Con el término “adecuado” nos referimos a las capacidades de quien ofrezca la charla: si se va dirigir a nosotros alguien que, en cuanto se pone delante de una docena de personas empieza a segregar sudor frío, sufrir temblores y tartamudear, estaremos perdiendo el tiempo por tres vías: la del orador, la de los oyentes y la nuestra propia.
 Saber hablar en público
El conferenciante de cualquier evento de empresa ha de tener experiencia en lo que va a hacer: no tiene por qué ser un catedrático o un político, pero sí al menos un buen orador.
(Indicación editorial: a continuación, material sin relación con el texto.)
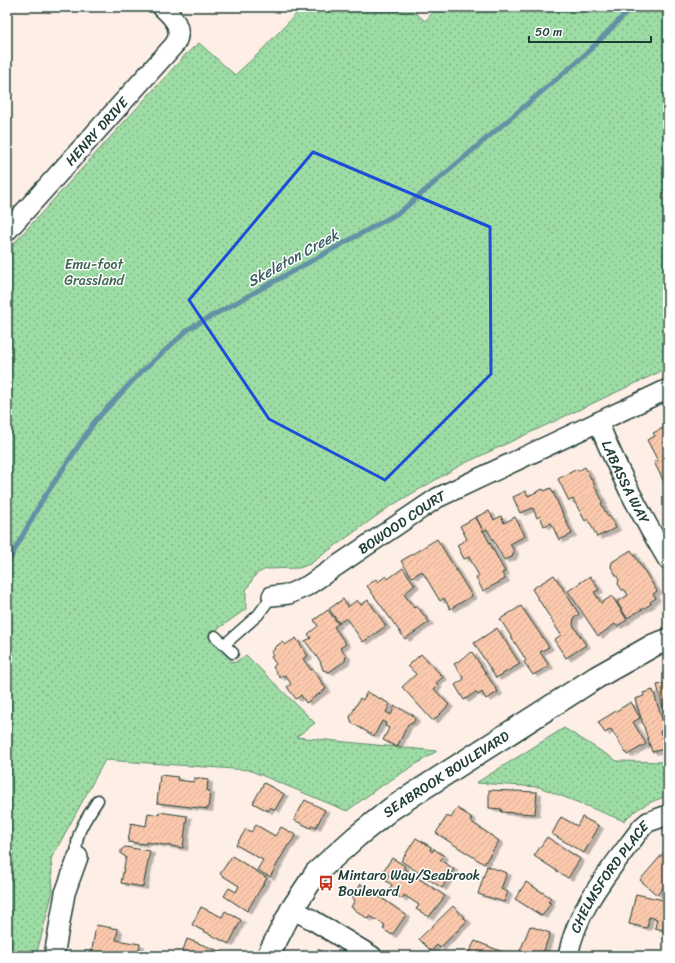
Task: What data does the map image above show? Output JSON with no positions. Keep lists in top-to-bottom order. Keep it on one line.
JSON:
{"streets":{"street":["HENRY DRIVE","LABASSA WAY","BOWOOD COURT","SEABROOK BOULEVARD","CHELMSFORD PLACE"]},"crossings":[["LABASSA WAY","BOWOOD COURT"]],"water":["Skeleton Creek"],"parks":["Emu-foot Grassland"],"places":{"bus stop":["Mintaro Way/Seabrook Boulevard"]},"scale_bar":"50 m"}
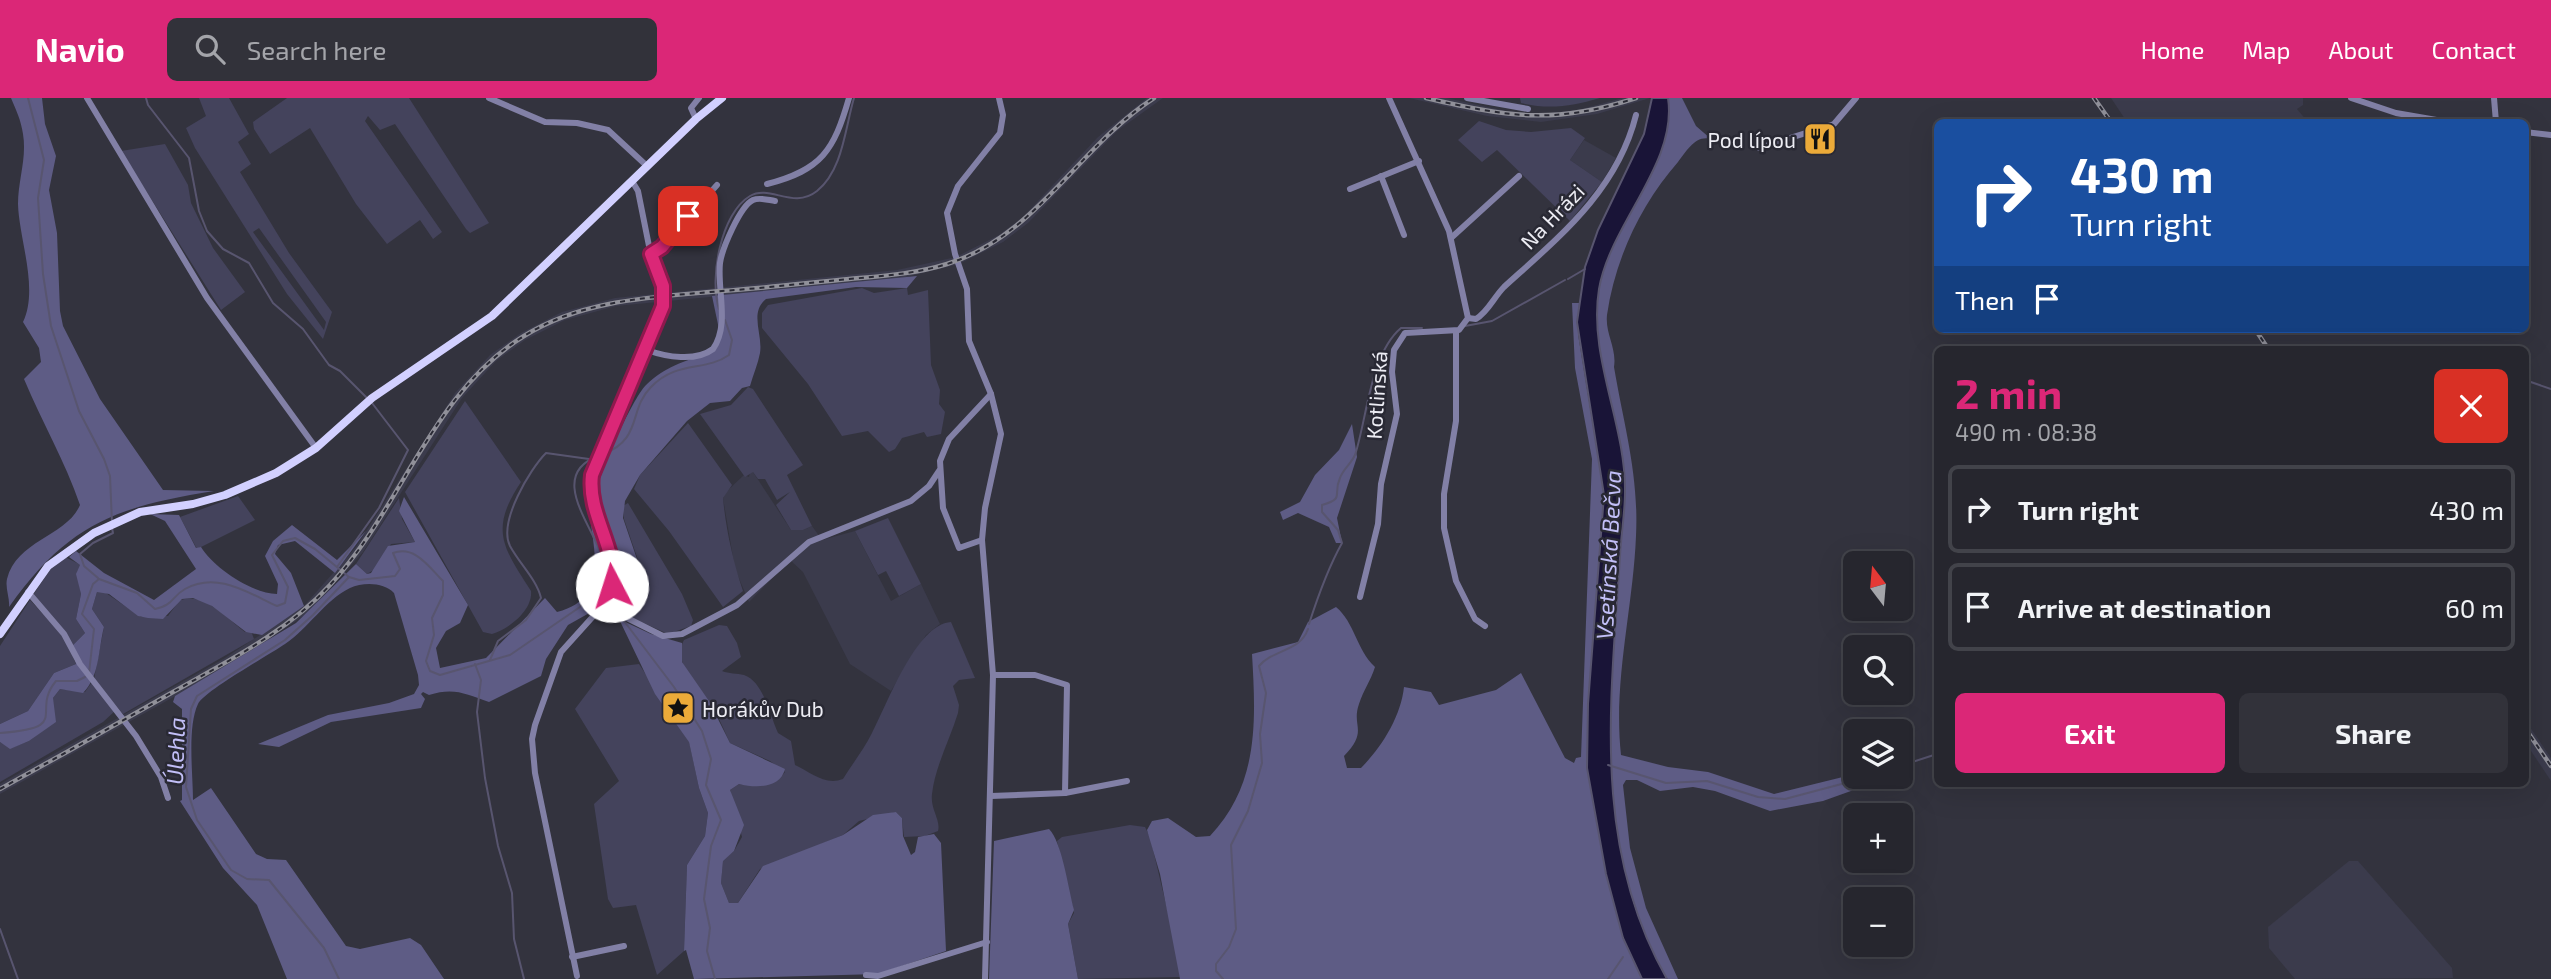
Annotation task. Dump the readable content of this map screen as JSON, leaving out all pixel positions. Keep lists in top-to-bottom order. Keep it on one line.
{"streets":{"street":["Na Hrázi","Kotlinská"]},"crossings":[["Na Hrázi","Kotlinská"]],"water":["Vsetínská Bečva","Úlehla"],"places":{"restaurant":["Pod lípou"],"place":["Horákův Dub"]},"north":"top","page":{"header":"Navio","search":"Search here","nav":["Home","Map","About","Contact"],"turn":["430 m","Turn right"],"then":"Then","heading":["2 min","490 m · 08:38"],"list":[{"name":"Turn right","value":"430 m"},{"name":"Arrive at destination","value":"60 m"}],"map_buttons":["+","−"],"buttons":["Exit","Share"]}}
Parece algo básico, pero se sorprenderían de la cantidad de charlas que han resultado un “tostón” insufrible por la incapacidad oratoria del protagonista, aun cuando era una eminencia en un tema interesantísimo.
Decíamos también que el orador debe ser pertinente. ¿Qué queremos decir? Pues que no es la primera vez que en una, digamos, convención sobre el sector de la energía solar se invita a tal o cual deportista o cantante famoso porque no sé qué jefecillo quiere ganar puntos ante sus superiores y, claro, como el amigo del primo de un amigo conoce al suplente del utilero de un equipo de Primera…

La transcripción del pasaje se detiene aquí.